The accelerated failure time (AFT) model links covariates to the scale parameter:

log(λi)=β0+β1xi1++βpxip\log(\lambda_i) = \beta_0 + \beta_1 x_{i1} + \ldots + \beta_p x_{ip}

This is straightforward to build from our primitives:

set.seed(42)
n <- 200

# Covariate: treatment group (0 = control, 1 = treatment)
treatment <- rbinom(n, 1, 0.5)

# True model: treatment increases scale (longer survival)
true_scale <- exp(2 + 0.5 * treatment)  # beta0=2, beta1=0.5
true_shape <- 1.5

# Simulate survival times
true_times <- rweibull(n, shape = true_shape, scale = true_scale)
censor_times <- runif(n, min = 5, max = 30)
obs_times2 <- pmin(true_times, censor_times)
status2 <- as.integer(true_times <= censor_times)

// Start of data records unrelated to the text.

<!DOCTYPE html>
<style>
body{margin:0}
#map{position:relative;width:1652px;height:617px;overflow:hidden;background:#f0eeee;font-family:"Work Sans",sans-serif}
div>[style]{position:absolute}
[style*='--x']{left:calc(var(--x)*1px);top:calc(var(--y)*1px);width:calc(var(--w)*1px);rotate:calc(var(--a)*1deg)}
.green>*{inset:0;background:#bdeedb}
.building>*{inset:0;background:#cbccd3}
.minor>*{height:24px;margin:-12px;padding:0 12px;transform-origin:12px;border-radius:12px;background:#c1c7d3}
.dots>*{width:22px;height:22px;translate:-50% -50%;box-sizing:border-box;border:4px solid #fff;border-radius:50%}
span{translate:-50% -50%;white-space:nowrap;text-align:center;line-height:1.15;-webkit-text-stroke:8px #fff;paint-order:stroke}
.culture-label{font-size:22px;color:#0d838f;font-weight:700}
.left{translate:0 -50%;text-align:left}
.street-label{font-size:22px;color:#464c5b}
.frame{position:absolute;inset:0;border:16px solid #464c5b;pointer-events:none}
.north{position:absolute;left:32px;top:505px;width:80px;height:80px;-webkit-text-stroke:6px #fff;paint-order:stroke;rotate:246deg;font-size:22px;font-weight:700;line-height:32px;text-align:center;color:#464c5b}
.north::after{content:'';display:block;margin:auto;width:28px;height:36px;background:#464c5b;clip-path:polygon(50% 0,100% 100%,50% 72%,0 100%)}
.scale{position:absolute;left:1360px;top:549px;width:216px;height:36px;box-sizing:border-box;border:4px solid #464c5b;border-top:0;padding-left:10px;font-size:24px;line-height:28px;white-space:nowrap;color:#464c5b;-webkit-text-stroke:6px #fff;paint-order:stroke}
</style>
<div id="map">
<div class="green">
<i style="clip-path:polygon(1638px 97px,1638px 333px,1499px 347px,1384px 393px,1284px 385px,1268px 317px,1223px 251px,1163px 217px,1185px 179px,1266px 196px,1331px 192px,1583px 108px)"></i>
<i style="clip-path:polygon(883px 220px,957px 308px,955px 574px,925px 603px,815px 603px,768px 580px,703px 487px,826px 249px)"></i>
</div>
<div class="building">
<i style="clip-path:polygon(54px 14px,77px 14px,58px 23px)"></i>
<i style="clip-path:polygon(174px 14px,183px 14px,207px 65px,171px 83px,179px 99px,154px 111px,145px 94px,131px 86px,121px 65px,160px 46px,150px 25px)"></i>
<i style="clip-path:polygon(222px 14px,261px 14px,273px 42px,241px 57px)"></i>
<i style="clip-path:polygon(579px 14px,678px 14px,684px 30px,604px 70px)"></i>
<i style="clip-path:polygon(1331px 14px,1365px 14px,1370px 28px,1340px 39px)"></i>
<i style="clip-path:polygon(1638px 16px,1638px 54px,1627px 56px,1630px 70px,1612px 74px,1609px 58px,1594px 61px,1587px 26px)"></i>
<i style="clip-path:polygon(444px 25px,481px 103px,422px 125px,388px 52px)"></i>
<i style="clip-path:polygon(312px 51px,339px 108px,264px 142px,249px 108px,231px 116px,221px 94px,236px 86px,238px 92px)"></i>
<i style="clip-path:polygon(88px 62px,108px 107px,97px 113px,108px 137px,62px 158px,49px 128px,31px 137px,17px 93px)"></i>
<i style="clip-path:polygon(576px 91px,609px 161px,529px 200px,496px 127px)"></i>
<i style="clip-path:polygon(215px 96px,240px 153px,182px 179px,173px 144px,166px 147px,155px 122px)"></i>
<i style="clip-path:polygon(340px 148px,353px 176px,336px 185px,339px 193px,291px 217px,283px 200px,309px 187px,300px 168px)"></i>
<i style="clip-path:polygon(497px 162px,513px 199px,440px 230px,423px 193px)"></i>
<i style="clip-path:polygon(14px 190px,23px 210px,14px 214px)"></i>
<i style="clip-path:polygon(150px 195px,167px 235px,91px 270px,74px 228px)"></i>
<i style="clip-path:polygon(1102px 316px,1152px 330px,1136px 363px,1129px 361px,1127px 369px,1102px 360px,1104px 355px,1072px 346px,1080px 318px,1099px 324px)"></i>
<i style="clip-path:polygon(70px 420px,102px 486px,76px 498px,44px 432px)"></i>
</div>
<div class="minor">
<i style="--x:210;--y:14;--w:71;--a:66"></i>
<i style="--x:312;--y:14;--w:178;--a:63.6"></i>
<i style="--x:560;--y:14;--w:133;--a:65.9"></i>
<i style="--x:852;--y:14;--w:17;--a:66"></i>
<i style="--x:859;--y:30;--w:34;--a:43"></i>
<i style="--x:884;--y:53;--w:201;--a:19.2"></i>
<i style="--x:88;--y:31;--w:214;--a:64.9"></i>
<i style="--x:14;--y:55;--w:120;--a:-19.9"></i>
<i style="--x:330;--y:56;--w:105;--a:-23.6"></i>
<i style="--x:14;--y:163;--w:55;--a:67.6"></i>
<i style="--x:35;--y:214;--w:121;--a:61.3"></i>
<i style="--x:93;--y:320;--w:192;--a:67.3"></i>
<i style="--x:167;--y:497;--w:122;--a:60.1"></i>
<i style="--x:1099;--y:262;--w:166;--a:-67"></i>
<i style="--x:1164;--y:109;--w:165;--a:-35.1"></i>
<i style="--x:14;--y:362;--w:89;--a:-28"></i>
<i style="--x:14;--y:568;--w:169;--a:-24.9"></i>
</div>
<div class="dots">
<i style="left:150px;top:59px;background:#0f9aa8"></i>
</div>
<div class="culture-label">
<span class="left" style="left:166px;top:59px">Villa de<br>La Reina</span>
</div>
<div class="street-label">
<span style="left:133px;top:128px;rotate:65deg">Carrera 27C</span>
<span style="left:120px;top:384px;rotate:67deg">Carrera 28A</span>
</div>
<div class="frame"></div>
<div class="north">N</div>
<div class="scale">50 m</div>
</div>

cat("Events:", sum(status2), "/ Censored:", sum(1 - status2), "\n")
#> Events: 152 / Censored: 48
# AFT Weibull with treatment covariate
aft_loglik <- function(log_k, beta0, beta1, times, status, x) {
  k <- exp(log_k)
  log_times <- log(times)

  # Per-subject log-scale: log(lambda_i) = beta0 + beta1 * x_i
  n_obs <- length(times)
  ll <- k * 0  # zero of the correct type

  for (i in seq_len(n_obs)) {
    log_lambda_i <- beta0 + beta1 * x[i]

    # log(t/lambda) = log(t) - log(lambda)
    log_ratio <- log_times[i] - log_lambda_i

    # Survival contribution: -(t/lambda)^k = -exp(k * log(t/lambda))
    ll <- ll - exp(k * log_ratio)

    if (status[i] == 1) {
      # Event contribution: log(k) - log(lambda) + (k-1)*log(t/lambda)
      ll <- ll + log(k) - log_lambda_i + (k - 1) * log_ratio
    }
  }
  ll
}

aft_fit <- fit(
  function(log_k, beta0, beta1) {
    aft_loglik(log_k, beta0, beta1, obs_times2, status2, treatment)
  },
  params = c(log_k = 0, beta0 = 1, beta1 = 0)
)

summary(aft_fit)
#> femtofit: Maximum Likelihood Estimation
#> 
#> Call:
#> fit(loglik = function(log_k, beta0, beta1) {
#>     aft_loglik(log_k, beta0, beta1, obs_times2, status2, treatment)
#> }, params = c(log_k = 0, beta0 = 1, beta1 = 0))
#> 
#> Coefficients:
#>       Estimate Std. Error z value  Pr(>|z|)    
#> log_k 0.419418   0.066589  6.2986 3.004e-10 ***
#> beta0 2.062984   0.073822 27.9453 < 2.2e-16 ***
#> beta1 0.502710   0.107967  4.6562 3.222e-06 ***
#> ---
#> Signif. codes:  0 '***' 0.001 '**' 0.01 '*' 0.05 '.' 0.1 ' ' 1
#> 
#> ---
#> Log-likelihood: -485.4    AIC: 976.8
#> Converged in 19 iterations

Interpreting the Treatment Effect

# Shape parameter
cat("Shape (k):", exp(coef(aft_fit)["log_k"]), "\n")
#> Shape (k): 1.521076

# Treatment effect: exp(beta1) is the scale ratio
cat("Scale ratio (treatment/control):", exp(coef(aft_fit)["beta1"]), "\n")
#> Scale ratio (treatment/control): 1.653195

# 95% CI for treatment effect
beta1_ci <- confint(aft_fit, parm = "beta1")
cat("95% CI for beta1:", beta1_ci, "\n")
#> 95% CI for beta1: 0.291099 0.7143205
cat("95% CI for scale ratio:", exp(beta1_ci), "\n")
#> 95% CI for scale ratio: 1.337897 2.042798

Is Treatment Significant?

# Wald test
wald_test(aft_fit, parm = "beta1", null_value = 0)
#> Wald Test
#> ---------
#> Parameter: beta1 
#> Estimate: 0.5027 
#> Std. Error: 0.108 
#> Null value: 0 
#> 
#> z-score: 4.656 
#> Wald statistic: 21.68 
#> P-value: 3.222e-06 
#> 
#> Significance: ***

Summary

This vignette demonstrated femtograd’s compositional approach:

  1. Built-in primitives (loglik_weibull, exp, log) handle the uncensored case directly
  2. Custom log-likelihoods are straightforward to write—just compose operations on value objects
  3. Parameter transforms (exp(log_k)) handle constraints naturally
  4. Inference tools (summary, confint, wald_test, anova) work identically on custom models
  5. Covariate models (AFT) are built by linking parameters to covariates inside the likelihood

The same approach extends to other survival models (log-normal, log-logistic, piecewise exponential) and other statistical domains—define a log-likelihood from femtograd’s differentiable operations, and the full inference pipeline follows automatically.